• **Your goal**
Identify, in the records below, every line where the string "block" appears, and copy each such line.

• **Provided records**
--------

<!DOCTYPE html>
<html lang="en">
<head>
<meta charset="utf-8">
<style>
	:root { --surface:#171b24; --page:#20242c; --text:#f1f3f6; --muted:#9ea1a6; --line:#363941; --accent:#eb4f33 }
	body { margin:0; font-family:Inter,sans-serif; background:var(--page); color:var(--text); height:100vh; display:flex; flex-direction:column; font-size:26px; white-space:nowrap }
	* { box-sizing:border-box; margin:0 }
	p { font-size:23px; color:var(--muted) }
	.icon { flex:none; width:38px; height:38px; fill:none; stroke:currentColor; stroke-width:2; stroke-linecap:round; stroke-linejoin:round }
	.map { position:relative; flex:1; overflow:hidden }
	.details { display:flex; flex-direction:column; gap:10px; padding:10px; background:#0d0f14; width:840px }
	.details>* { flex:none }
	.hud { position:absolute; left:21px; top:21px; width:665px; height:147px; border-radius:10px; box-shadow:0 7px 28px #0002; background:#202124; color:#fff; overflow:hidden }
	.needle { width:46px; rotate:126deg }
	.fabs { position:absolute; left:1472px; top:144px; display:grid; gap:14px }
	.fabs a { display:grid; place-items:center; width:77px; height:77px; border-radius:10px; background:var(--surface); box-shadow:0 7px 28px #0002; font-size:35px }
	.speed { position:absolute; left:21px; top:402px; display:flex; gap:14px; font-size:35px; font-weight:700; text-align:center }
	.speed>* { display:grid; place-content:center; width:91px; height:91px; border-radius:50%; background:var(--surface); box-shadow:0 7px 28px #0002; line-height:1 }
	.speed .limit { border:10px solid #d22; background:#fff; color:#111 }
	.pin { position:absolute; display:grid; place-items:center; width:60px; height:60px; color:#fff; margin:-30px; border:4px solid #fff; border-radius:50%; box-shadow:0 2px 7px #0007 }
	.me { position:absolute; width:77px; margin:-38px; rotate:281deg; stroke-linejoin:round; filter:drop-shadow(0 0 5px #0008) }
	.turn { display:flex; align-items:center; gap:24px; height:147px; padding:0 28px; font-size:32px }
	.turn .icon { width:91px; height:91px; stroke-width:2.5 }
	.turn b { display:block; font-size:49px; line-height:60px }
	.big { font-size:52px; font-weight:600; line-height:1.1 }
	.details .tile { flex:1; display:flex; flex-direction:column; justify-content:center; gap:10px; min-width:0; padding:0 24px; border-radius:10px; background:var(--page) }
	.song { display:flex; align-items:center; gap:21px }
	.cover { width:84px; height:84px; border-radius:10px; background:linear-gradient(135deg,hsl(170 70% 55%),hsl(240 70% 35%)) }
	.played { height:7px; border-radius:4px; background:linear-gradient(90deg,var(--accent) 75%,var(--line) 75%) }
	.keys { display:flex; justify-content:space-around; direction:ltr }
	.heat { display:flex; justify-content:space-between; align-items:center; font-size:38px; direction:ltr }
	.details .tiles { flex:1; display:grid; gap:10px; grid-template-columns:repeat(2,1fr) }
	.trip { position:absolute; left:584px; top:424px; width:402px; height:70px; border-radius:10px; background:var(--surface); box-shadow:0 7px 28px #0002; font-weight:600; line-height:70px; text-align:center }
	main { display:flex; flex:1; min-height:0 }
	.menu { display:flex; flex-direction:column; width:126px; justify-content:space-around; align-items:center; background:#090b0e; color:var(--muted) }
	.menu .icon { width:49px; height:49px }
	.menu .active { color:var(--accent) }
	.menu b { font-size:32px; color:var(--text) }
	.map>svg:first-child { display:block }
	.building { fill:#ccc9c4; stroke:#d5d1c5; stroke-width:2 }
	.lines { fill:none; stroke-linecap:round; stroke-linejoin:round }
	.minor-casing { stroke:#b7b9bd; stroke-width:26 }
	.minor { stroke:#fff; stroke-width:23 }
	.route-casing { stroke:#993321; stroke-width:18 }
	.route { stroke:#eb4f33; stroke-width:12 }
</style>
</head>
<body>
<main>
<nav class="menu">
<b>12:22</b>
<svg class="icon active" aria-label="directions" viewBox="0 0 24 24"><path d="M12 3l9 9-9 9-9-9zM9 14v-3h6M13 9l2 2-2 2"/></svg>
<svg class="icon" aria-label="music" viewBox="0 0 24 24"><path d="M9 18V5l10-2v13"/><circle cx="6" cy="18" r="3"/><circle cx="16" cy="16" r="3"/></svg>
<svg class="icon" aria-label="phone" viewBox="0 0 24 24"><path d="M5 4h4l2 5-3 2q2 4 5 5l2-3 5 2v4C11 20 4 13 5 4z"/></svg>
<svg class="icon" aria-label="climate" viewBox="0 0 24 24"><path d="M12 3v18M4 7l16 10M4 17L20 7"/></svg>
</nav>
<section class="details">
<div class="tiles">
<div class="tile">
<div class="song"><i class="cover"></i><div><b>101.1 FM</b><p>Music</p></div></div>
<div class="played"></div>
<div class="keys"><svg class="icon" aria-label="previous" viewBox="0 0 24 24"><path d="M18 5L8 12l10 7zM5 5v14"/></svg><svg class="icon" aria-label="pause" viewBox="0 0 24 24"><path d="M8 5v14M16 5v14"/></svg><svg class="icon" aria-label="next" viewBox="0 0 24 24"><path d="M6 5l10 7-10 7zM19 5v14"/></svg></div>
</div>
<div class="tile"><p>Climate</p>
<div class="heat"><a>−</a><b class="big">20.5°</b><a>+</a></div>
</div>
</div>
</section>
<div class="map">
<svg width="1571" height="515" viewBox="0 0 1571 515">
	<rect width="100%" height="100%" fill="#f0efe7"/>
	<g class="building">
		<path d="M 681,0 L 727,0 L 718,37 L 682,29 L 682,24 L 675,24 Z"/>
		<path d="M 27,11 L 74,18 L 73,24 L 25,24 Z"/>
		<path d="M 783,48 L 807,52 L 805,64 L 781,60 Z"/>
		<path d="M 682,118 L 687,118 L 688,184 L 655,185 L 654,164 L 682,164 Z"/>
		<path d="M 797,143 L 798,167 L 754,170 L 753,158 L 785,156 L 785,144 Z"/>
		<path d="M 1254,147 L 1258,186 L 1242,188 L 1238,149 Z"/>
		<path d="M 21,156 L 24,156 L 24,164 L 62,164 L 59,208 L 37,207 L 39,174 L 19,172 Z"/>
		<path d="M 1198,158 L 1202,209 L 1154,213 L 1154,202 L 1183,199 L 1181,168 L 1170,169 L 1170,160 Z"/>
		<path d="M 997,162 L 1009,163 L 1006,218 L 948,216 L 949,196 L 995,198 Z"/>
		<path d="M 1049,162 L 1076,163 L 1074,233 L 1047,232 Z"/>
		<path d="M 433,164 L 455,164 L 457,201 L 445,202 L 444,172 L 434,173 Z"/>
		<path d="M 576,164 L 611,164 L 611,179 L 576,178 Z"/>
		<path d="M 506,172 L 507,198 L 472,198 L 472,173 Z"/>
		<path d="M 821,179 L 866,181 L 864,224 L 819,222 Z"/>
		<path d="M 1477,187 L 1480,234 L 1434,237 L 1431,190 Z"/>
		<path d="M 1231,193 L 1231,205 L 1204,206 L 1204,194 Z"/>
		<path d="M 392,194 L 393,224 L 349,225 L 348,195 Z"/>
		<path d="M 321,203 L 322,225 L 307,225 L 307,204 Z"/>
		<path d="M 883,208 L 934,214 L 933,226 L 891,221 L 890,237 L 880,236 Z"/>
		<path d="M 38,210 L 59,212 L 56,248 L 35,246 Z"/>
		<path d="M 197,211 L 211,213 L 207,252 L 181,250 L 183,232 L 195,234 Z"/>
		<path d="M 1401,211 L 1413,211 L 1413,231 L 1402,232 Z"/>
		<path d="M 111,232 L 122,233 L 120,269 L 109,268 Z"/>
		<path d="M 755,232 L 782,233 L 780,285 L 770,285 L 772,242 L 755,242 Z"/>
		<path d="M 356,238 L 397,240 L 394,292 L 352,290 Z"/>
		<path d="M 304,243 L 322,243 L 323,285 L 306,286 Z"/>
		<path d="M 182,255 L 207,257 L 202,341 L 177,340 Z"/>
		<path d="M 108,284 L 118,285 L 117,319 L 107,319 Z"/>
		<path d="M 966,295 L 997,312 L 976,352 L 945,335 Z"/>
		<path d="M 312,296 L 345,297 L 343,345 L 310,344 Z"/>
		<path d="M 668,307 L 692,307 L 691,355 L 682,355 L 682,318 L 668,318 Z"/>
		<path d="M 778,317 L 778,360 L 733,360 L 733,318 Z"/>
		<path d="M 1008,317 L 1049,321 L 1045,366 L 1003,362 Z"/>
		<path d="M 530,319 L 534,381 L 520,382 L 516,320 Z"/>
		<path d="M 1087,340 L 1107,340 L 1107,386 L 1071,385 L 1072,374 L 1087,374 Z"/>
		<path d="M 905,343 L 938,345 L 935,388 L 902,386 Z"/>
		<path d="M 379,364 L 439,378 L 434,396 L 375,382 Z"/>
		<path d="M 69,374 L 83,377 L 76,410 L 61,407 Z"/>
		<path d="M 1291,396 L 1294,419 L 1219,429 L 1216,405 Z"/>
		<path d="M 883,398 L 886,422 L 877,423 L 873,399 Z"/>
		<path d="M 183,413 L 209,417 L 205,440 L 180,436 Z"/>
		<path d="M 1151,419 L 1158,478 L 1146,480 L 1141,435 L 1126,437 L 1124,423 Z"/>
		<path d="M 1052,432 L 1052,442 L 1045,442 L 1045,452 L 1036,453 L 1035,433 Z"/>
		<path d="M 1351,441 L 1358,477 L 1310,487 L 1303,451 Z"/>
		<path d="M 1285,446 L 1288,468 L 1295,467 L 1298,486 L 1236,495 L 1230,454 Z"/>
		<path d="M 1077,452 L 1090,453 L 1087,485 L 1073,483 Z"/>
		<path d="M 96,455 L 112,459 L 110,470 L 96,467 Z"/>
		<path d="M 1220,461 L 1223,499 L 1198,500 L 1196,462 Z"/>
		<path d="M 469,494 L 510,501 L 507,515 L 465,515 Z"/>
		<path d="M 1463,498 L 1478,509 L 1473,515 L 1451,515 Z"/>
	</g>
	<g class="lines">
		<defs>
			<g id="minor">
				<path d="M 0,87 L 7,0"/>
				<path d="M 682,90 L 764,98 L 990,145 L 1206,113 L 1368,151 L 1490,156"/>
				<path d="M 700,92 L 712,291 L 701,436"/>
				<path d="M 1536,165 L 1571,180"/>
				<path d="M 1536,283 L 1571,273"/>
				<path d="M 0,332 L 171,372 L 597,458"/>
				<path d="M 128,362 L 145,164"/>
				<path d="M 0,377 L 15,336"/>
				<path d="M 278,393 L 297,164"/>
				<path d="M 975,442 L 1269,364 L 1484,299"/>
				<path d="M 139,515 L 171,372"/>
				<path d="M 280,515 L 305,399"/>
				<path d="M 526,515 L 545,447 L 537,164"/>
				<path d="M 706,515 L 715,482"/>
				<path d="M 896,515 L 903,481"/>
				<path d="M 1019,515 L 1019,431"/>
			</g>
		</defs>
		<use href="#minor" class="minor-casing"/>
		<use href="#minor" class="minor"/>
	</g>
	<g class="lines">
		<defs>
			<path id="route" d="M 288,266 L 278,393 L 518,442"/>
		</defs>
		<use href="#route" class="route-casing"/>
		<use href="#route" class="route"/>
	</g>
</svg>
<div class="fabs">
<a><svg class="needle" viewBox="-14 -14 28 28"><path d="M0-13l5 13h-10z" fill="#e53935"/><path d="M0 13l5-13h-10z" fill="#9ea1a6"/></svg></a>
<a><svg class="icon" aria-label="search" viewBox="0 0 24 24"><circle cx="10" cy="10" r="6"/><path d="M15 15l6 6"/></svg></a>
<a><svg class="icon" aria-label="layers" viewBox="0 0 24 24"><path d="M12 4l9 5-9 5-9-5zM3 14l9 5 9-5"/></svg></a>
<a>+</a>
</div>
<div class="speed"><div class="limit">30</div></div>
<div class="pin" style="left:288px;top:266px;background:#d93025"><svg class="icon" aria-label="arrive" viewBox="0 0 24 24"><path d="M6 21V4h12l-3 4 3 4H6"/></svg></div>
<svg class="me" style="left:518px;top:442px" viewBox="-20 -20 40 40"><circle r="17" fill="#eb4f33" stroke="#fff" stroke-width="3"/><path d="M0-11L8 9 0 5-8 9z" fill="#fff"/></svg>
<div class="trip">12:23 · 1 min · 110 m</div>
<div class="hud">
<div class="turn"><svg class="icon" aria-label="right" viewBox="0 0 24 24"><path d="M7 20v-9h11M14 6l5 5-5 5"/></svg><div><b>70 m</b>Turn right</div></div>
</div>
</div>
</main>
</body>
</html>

--------

• **Solution below**
	.turn b { display:block; font-size:49px; line-height:60px }
	.map>svg:first-child { display:block }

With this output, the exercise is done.